沈素枝忽然道,语气淡淡,让人不知她到底在想些什么。
“小姐?”润雪也有些不可思议。
小姐……小姐许久未施黛粉了……
“嗯?润雪?听不懂我的话吗?还是……许久未曾为我梳妆打扮而手艺生疏了?”
沈素枝低低一笑,抬眸看向润雪。
“是……是……”润雪一时手足无措,只得先应了几声“是”。
蘸胭脂以红唇,蘸莹白盈玉面,蘸黛螺为眉妩,蘸鸦青为眸眼。
午风抚颜方苏醒、水红罗裙绣双蝶、珠绾青丝柳月髻、一点嫣红落眉心。
正厅——
沈素枝一行人走的很慢,极为缓慢。
润雪跟在沈素枝身后,也是慢慢的踩着步子行走。四周寂静,心底却恐慌。
“素素。”
三夫人第一个瞧见沈素枝,便是急急开了口,唯恐谁欺负了去。
“三婶婶。”闻声,沈素枝抬眸,抿唇微笑。
“怎么回事?听说那丫头是你屋里的人?”三夫人急急问,根本不给元淑姨娘开口的机会。
“咳咳……”三房老爷轻咳了几声,示意三夫人闭嘴。
沈素枝只是微微笑着摇头,轻轻拍了拍三夫人的手背,言之让她别担心。
三夫人也不好再多言,只得朝着沈素枝点点头,继而落了座。
沈素枝没有欠身作揖,也没有请安,只是静静的环顾一周,终是看向那个躲在元淑姨娘背后的少女。
那个性子忠烈的少女。
那个卖主求荣的少女。
那个背信弃义的少女。
那个恩将仇报的少女。
沈素枝看向她,轻轻抿唇,笑着开了口:“是你?说我将你推下水?”
少女将头垂得更低了。
“过来,”沈素枝朝着少女勾勾手指,“本小姐身为你的主子唤你过来的权利总归是有的吧?”

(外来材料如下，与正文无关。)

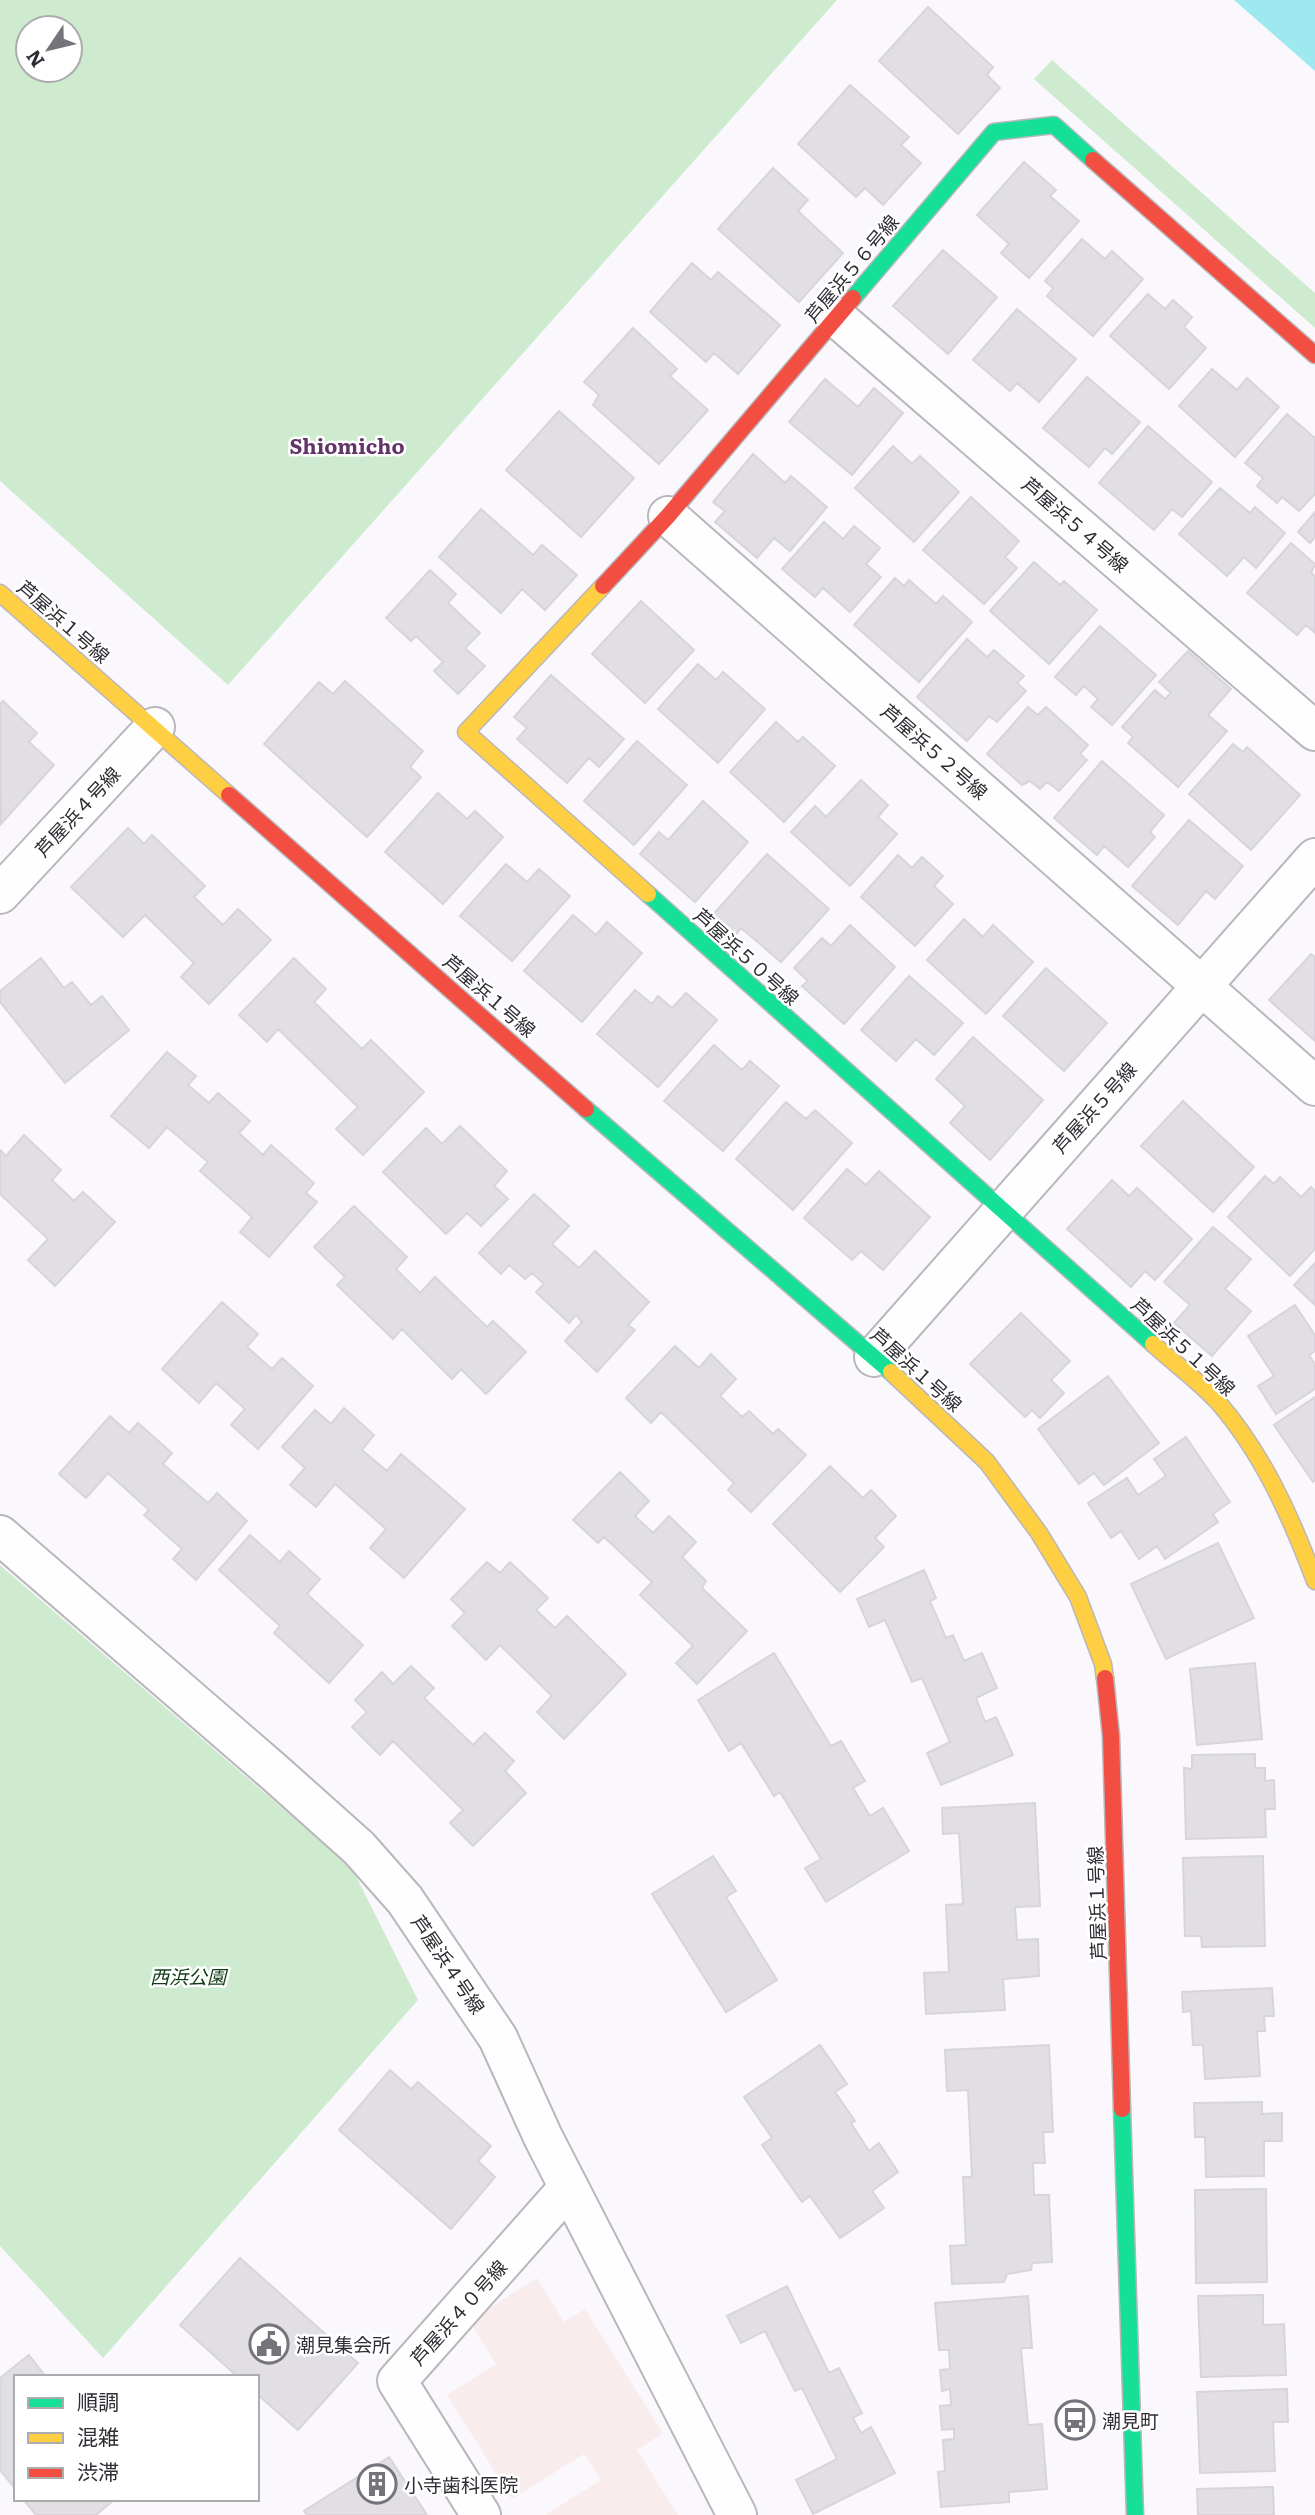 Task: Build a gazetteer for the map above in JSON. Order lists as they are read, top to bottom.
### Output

沈素枝笑得极为柔和,眼底几乎看不出恶意,似乎,很单纯的想看看那个少女。
闻言,少女的身子猛地一震,不安的看着元淑姨娘。
在座的都是明眼人,都看得出这个少女是在求助元淑姨娘。
不出所料。
“四姑娘,你……”
元淑姨娘还未道完,口中的话语便一下子被打断。
“姨娘,就算,您是长辈,可是,不论及二姐姐掌权,单凭身份,我是嫡女,沈府的真正主子,我的话还没说完,您就急着插嘴了?嗯?”

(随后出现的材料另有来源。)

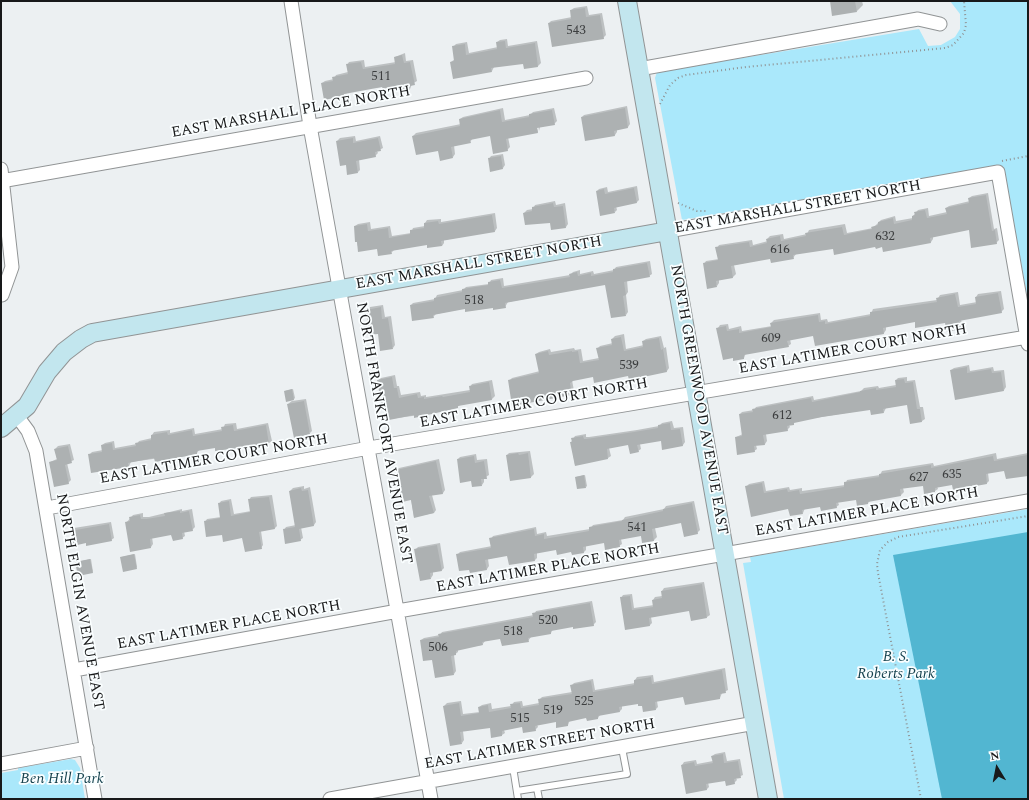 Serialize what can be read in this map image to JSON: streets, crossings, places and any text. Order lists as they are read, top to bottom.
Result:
{
  "streets": {
    "street": [
      "EAST MARSHALL PLACE NORTH",
      "EAST MARSHALL STREET NORTH",
      "EAST LATIMER COURT NORTH",
      "NORTH GREENWOOD AVENUE EAST",
      "NORTH FRANKFORT AVENUE EAST",
      "EAST LATIMER PLACE NORTH",
      "NORTH ELGIN AVENUE EAST",
      "EAST LATIMER STREET NORTH"
    ]
  },
  "crossings": [
    ["EAST MARSHALL PLACE NORTH", "NORTH FRANKFORT AVENUE EAST"],
    ["EAST MARSHALL STREET NORTH", "EAST LATIMER COURT NORTH"],
    ["EAST MARSHALL STREET NORTH", "NORTH GREENWOOD AVENUE EAST"],
    ["EAST MARSHALL STREET NORTH", "NORTH FRANKFORT AVENUE EAST"],
    ["EAST MARSHALL STREET NORTH", "NORTH ELGIN AVENUE EAST"],
    ["EAST LATIMER COURT NORTH", "NORTH GREENWOOD AVENUE EAST"],
    ["EAST LATIMER COURT NORTH", "NORTH FRANKFORT AVENUE EAST"],
    ["EAST LATIMER COURT NORTH", "NORTH ELGIN AVENUE EAST"],
    ["NORTH GREENWOOD AVENUE EAST", "EAST LATIMER PLACE NORTH"],
    ["NORTH GREENWOOD AVENUE EAST", "EAST LATIMER STREET NORTH"],
    ["NORTH FRANKFORT AVENUE EAST", "EAST LATIMER PLACE NORTH"],
    ["NORTH FRANKFORT AVENUE EAST", "EAST LATIMER STREET NORTH"],
    ["EAST LATIMER PLACE NORTH", "NORTH ELGIN AVENUE EAST"]
  ],
  "parks": ["B. S. Roberts Park", "Ben Hill Park"],
  "house_numbers": [
    "543",
    "511",
    "632",
    "616",
    "518",
    "609",
    "539",
    "612",
    "635",
    "627",
    "541",
    "520",
    "518",
    "506",
    "525",
    "519",
    "515"
  ],
  "north": "top"
} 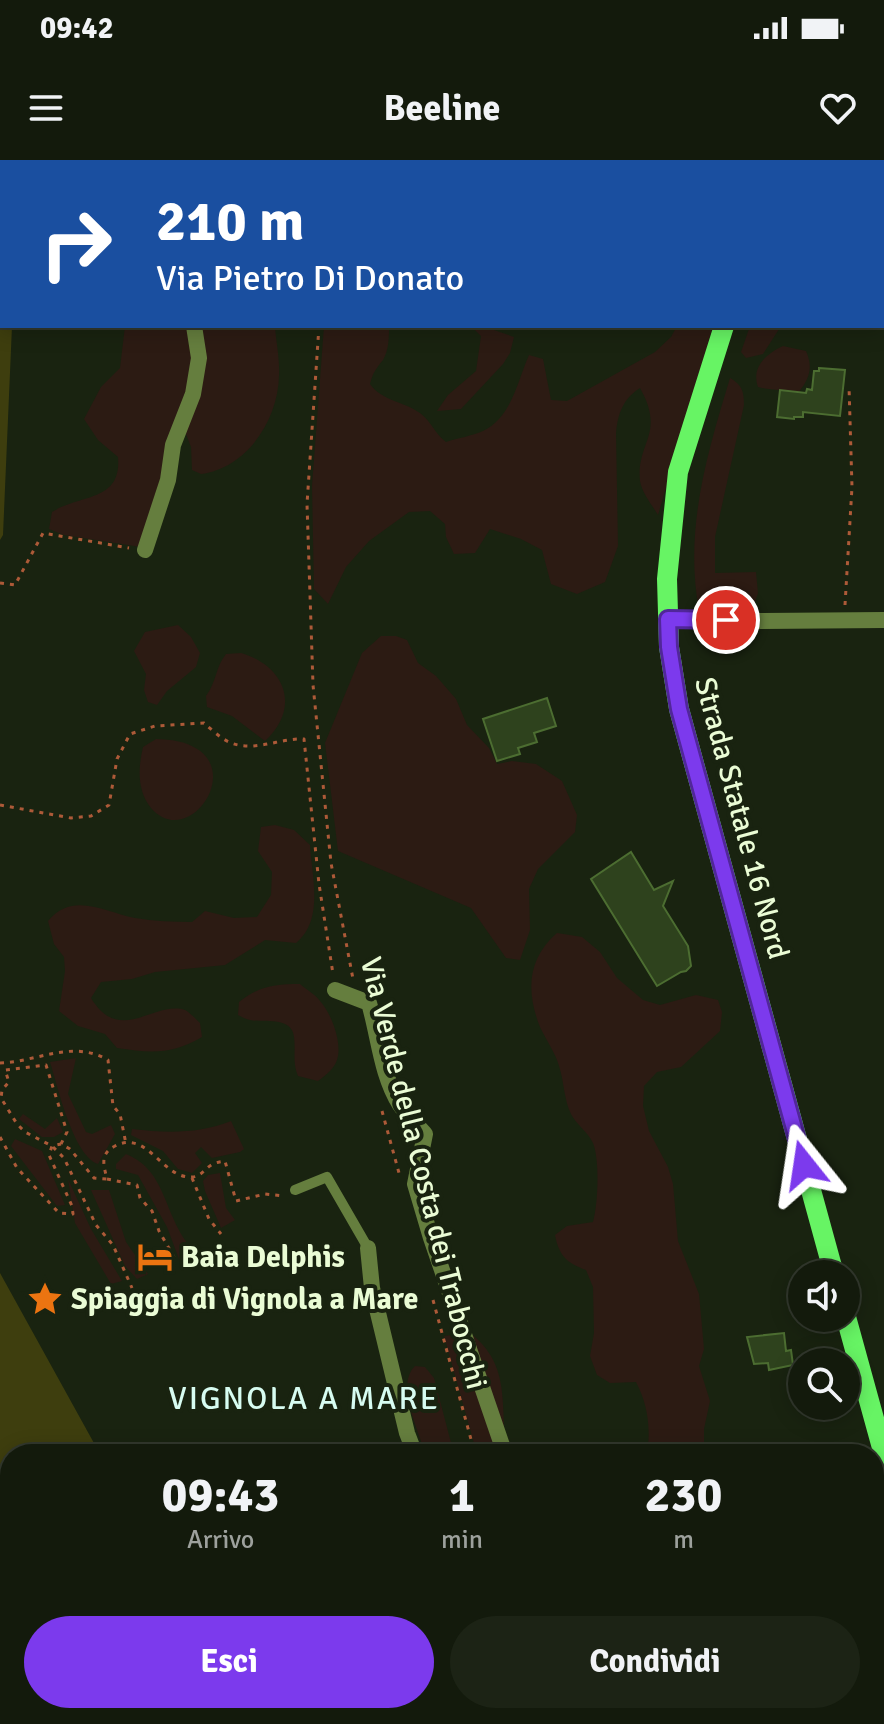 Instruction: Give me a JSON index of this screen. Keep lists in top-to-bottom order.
{
  "streets": {
    "main road": ["Strada Statale 16 Nord"],
    "path": ["Via Verde della Costa dei Trabocchi"]
  },
  "districts": ["VIGNOLA A MARE"],
  "places": {
    "hotel": ["Baia Delphis"],
    "place": ["Spiaggia di Vignola a Mare"]
  },
  "page": {
    "status": "09:42",
    "header": "Beeline",
    "turn": ["210 m", "Via Pietro Di Donato"],
    "eta": [
      "09:43",
      "Arrivo",
      "1",
      "min",
      "230",
      "m"
    ],
    "buttons": ["Esci", "Condividi"]
  }
}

沈素枝微微朝前倾斜身子,微笑着凝视元淑姨娘,眼底笑意更深。
元淑姨娘一愣……哦——她早就忘了,这根本就不是那个逆来顺受的沈四姑娘。这件事,她早已忘得干净而又彻底。
女子的声音将元淑姨娘扯回现实,也扯回了应有的态度。
“在这个大厅里,四房!除却二姐姐,我!沈素枝!便是主子!”
她柔和的笑意在正厅蔓延开来,深深直入所有人的心尖。
女子容颜姣好,黛色远山眉泛出微微青色。眼角火红点上几丝云,金灼睫毛长长弯,在眸子上投下一方华美的阴翳。
“你说,将你推下水,是我的举动?”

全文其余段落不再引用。